ものの本によると、20万年前の化石に、既にう蝕の跡が発見されています。
でも、この頃のう蝕は、現代人に見られるミュータンスレンサ球菌によるものとは異なり、口腔内常在菌によるもので、歯周疾患に続いて起こったと見られています。
もちろんこれは、人類が二足歩行を獲得し、手が自由に使えるようになり火を発明したからに他ありません。
これで調理をすることを覚え、軟らかくして食べていたのでしょう。
日本でも、定住生活を始めた弥生時代に、う蝕が増え始めたことが知られていますが、それは定住生活で、食物に偏りができたのでないかと考えられています。
その後、飢饉で食物が十分に無いときにはう蝕が減り、豊作だとう蝕が増えたといわれていますから、戦国時代真只中の人類には、ほとんどう蝕がありません。
徳川二代将軍の秀忠(家康の息子)の顎骨には、全くう蝕が認められません。
イギリスのアングロサクソン時代からの、う蝕の推移を研究したものでは、17世紀後半から、急激にう蝕が増加したことが知られ、これはまさに西インド諸島から精製された砂糖が、大量に輸入されたからだといわれています。
そろそろこの頃から、現代につながるミュータンスレンサ球菌によるう蝕が蔓延して行ったようですね。
さて、このようにう蝕そのものは20万年前からあったようですが、それに対する治療はどのように行われていたのでしょうか?
まあ、最初はほとんど何もされていません。つまり放置ですね。
その後は、せいぜい痛くて仕方のない歯を抜いてしまう、抜歯ですね。これが行われていたことが報告されています。
放置と抜歯、これだけで通用していたのは、人類が今のように長生きすることがなかったからでしょう。
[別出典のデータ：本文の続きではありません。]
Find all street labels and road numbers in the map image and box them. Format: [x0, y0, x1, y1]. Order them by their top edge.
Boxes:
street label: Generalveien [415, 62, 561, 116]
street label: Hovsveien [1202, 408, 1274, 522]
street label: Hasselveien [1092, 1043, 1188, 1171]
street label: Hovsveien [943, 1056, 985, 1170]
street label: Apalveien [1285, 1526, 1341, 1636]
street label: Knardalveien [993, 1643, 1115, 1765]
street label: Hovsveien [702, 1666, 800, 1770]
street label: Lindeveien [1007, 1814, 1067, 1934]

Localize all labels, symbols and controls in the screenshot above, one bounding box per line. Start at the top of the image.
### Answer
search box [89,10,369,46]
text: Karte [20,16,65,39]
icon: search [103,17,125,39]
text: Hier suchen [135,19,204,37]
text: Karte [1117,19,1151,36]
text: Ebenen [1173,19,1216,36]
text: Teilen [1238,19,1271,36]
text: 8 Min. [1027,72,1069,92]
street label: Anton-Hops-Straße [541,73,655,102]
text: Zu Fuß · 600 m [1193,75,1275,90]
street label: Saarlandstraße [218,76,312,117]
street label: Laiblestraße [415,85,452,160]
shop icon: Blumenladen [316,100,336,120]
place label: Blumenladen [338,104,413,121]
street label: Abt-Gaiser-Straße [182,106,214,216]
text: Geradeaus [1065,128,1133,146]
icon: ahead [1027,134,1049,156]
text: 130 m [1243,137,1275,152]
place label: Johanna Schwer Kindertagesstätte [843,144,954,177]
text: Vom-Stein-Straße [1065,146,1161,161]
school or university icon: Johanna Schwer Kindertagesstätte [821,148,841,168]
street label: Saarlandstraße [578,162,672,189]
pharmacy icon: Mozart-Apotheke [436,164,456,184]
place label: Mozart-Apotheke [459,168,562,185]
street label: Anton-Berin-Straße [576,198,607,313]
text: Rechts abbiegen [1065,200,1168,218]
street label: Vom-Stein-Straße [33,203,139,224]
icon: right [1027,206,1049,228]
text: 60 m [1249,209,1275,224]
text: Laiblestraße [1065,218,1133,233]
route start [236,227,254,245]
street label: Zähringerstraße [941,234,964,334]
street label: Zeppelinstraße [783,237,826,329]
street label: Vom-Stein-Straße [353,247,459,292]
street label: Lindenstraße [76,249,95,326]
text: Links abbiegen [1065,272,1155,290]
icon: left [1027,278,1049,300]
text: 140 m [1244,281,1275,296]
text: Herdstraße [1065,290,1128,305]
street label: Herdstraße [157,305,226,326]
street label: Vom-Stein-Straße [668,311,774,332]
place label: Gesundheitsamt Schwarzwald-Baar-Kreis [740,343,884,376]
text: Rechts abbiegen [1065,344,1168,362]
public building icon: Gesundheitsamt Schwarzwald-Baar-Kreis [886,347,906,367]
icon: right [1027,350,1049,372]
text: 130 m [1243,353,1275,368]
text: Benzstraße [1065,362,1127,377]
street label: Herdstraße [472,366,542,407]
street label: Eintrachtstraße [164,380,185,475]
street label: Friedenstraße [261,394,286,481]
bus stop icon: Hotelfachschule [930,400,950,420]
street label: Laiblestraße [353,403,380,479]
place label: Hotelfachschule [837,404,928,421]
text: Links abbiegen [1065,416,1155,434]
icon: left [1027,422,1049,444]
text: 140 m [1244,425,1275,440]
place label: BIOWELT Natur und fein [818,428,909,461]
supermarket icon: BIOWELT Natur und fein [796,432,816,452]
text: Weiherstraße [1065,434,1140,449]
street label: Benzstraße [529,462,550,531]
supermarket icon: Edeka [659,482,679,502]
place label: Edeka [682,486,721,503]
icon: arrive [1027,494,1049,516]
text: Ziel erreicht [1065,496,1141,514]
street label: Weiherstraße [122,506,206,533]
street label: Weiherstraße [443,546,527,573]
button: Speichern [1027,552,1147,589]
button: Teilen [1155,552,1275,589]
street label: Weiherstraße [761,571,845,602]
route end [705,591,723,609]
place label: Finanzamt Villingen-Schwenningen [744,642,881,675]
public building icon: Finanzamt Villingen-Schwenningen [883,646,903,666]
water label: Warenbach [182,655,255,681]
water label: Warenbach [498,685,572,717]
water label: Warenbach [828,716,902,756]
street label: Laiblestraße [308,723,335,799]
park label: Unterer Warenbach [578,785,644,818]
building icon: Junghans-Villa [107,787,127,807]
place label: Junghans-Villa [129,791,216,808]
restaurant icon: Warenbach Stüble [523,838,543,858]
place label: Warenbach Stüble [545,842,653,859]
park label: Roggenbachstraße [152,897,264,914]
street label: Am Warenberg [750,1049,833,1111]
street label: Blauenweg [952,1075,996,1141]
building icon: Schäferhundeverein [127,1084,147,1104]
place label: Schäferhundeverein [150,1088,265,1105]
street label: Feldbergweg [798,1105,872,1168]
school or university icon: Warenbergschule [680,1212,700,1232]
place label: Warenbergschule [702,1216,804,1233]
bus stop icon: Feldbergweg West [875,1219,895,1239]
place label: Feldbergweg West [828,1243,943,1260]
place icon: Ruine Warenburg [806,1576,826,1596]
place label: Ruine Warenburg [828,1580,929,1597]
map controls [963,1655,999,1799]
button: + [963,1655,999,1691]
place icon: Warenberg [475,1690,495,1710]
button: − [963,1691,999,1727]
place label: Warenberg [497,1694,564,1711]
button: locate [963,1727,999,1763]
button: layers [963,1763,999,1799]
つまり、う蝕で悩むまもなく、人生に終わりを告げていたということになるのでしょうか。
今のように、う蝕を治療して保存修復するという技術は、意外と最近で、私はたかだか150年から200年前に過ぎないと思っています。
歯の治療の起源として、エトルリア(紀元前700年位、今のフィレンツェ付近に栄えた国)の墓から発掘された、前歯のブリッジという人がいますが、私に言わせれば、それはただ単に飾りに過ぎなかったのでは?という見方をしています。
もっとも、補綴修復の目的の一つに審美性の修復がありますから,歯科治療といえないこともありませんが。
まあ、歯科医学の父といわれているピエール・フォシャールの時代まで遡ったとしても250年前がいいところでしょう。
ピエール・フォシャールは、貴族の限られた人にしか治療を行っていませんから、やはりう蝕治療と保存修復が一般化したのは、つい最近(?) と言ってもいいくらいです。